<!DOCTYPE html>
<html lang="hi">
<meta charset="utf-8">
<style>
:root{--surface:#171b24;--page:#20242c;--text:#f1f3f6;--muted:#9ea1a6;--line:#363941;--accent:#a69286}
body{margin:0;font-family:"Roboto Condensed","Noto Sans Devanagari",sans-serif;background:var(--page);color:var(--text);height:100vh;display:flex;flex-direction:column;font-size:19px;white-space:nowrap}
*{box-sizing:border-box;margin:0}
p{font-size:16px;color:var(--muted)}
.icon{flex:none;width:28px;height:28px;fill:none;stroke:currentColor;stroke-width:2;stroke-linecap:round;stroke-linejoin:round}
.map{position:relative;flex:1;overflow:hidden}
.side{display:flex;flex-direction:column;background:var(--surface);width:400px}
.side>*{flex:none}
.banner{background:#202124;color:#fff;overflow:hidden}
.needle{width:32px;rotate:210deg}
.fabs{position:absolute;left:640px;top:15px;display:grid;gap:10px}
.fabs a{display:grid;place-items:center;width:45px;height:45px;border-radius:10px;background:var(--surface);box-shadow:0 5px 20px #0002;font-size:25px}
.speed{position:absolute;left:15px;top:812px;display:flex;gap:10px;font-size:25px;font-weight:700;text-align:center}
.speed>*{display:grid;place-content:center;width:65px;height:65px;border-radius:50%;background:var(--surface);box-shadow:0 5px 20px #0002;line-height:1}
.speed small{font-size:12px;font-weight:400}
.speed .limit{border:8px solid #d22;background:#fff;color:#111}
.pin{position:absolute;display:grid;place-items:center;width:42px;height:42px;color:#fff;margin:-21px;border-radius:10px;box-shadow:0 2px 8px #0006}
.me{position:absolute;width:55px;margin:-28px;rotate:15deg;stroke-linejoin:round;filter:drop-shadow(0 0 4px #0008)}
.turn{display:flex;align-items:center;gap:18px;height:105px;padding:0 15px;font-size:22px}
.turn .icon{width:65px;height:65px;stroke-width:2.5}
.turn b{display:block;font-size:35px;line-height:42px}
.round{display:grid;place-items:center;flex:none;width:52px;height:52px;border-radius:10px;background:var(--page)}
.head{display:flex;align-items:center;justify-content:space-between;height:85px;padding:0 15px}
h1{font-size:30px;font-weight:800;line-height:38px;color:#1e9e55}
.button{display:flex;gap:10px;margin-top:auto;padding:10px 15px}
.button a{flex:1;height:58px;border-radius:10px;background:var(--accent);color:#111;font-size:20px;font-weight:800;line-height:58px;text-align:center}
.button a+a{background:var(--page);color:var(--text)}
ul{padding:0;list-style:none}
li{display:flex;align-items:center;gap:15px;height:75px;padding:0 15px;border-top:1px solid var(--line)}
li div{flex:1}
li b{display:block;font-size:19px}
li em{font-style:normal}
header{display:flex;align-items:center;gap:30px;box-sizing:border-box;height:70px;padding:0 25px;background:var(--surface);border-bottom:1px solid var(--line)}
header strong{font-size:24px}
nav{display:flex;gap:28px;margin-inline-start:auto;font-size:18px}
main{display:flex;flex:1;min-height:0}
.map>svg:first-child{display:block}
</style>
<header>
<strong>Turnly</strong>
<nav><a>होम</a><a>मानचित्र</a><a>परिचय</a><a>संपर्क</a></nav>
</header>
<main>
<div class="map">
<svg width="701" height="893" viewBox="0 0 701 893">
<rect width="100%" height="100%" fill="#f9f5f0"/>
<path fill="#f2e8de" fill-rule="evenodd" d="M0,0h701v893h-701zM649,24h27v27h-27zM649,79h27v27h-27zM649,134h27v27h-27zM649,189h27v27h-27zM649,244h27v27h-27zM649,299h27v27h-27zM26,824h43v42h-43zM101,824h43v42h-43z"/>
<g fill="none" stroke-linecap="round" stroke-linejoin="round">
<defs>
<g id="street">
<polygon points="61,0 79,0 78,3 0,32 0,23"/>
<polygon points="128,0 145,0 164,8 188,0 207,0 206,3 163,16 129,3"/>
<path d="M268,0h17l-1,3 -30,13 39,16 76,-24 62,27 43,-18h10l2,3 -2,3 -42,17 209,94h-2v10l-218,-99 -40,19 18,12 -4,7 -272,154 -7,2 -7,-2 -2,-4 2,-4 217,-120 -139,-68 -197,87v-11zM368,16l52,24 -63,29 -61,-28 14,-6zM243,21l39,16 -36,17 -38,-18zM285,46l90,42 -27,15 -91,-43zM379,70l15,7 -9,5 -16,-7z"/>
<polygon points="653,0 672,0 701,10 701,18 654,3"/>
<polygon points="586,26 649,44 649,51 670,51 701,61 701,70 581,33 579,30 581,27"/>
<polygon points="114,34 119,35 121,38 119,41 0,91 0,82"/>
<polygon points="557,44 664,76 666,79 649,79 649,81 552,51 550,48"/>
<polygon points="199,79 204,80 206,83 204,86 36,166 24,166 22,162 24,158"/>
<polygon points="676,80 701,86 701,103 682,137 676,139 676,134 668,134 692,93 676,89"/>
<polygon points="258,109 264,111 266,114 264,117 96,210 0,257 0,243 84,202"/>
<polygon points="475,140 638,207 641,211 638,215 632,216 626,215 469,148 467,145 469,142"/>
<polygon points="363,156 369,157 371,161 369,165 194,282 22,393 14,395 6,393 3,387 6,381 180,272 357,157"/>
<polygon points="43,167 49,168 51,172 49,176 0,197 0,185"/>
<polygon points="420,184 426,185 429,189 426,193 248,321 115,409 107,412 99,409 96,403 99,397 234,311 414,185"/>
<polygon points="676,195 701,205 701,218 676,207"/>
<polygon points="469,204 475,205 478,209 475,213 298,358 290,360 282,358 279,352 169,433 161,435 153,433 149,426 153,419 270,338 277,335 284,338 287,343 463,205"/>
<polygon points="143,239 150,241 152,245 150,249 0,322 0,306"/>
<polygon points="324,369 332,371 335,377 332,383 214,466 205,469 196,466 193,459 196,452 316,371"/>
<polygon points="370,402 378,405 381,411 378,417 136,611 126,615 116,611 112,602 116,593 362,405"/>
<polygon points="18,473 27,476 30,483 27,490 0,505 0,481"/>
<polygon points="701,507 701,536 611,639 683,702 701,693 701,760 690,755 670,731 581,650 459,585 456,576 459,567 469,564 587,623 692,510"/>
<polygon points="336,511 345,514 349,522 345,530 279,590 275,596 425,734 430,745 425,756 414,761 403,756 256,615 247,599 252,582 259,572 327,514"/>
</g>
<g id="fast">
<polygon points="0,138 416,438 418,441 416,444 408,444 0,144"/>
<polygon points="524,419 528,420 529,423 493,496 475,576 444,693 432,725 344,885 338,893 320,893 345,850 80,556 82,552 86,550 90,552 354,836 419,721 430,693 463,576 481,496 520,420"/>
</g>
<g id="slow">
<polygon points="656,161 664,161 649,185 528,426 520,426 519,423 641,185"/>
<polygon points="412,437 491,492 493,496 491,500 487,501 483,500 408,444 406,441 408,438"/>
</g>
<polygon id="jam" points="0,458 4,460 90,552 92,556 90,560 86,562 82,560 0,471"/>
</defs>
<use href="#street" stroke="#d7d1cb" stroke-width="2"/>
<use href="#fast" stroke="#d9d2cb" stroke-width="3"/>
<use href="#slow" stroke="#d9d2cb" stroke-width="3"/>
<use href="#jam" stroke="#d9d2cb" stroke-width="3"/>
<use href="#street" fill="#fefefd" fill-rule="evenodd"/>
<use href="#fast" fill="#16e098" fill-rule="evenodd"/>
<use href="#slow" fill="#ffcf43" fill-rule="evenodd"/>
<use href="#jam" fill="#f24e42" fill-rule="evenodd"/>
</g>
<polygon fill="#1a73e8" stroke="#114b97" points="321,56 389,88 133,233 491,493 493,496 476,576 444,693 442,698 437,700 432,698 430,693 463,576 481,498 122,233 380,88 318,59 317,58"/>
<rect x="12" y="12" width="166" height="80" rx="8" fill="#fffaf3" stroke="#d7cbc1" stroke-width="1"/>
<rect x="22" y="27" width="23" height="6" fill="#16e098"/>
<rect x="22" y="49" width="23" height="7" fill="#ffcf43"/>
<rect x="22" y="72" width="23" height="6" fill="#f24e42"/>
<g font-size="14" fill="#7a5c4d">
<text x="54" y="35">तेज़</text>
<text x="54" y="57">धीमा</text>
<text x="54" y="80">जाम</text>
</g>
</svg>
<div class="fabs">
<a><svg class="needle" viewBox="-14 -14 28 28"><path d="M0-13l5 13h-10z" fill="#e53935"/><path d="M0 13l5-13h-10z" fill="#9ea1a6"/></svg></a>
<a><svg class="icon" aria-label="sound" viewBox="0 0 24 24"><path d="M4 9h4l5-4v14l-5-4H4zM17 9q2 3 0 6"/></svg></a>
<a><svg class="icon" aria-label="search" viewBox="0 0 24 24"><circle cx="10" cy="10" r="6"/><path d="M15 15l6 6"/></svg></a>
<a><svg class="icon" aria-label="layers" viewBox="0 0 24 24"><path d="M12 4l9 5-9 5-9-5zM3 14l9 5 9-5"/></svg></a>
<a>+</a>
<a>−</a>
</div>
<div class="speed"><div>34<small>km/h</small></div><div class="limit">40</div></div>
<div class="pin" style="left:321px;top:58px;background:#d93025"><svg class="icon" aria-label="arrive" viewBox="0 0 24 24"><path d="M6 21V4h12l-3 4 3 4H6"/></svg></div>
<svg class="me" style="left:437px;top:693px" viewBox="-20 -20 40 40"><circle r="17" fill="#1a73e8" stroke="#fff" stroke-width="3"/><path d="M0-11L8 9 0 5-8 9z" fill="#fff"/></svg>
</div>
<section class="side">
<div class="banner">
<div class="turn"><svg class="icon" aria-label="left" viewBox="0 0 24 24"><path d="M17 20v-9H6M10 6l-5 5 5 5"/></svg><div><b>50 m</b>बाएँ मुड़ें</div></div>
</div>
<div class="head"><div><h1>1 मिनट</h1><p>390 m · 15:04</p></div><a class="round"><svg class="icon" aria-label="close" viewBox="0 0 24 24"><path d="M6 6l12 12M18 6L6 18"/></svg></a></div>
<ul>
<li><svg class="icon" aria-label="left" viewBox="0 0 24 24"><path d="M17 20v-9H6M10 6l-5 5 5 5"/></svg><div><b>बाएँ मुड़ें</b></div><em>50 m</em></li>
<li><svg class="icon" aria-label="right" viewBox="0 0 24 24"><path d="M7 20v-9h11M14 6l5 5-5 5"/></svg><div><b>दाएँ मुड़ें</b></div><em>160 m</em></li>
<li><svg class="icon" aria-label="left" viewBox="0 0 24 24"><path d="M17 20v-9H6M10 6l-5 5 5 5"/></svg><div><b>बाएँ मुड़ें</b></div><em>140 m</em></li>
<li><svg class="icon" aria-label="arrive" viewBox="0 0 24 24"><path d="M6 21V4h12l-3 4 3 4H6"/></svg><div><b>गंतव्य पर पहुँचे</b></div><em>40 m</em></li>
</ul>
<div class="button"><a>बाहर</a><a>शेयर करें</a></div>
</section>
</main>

▶ **EXERCISE REQUIREMENTS**
Reproduce every line in the records above that contains the word "rotate".

▶ **ANSWER TO THIS EXERCISE**
.needle{width:32px;rotate:210deg}
.me{position:absolute;width:55px;margin:-28px;rotate:15deg;stroke-linejoin:round;filter:drop-shadow(0 0 4px #0008)}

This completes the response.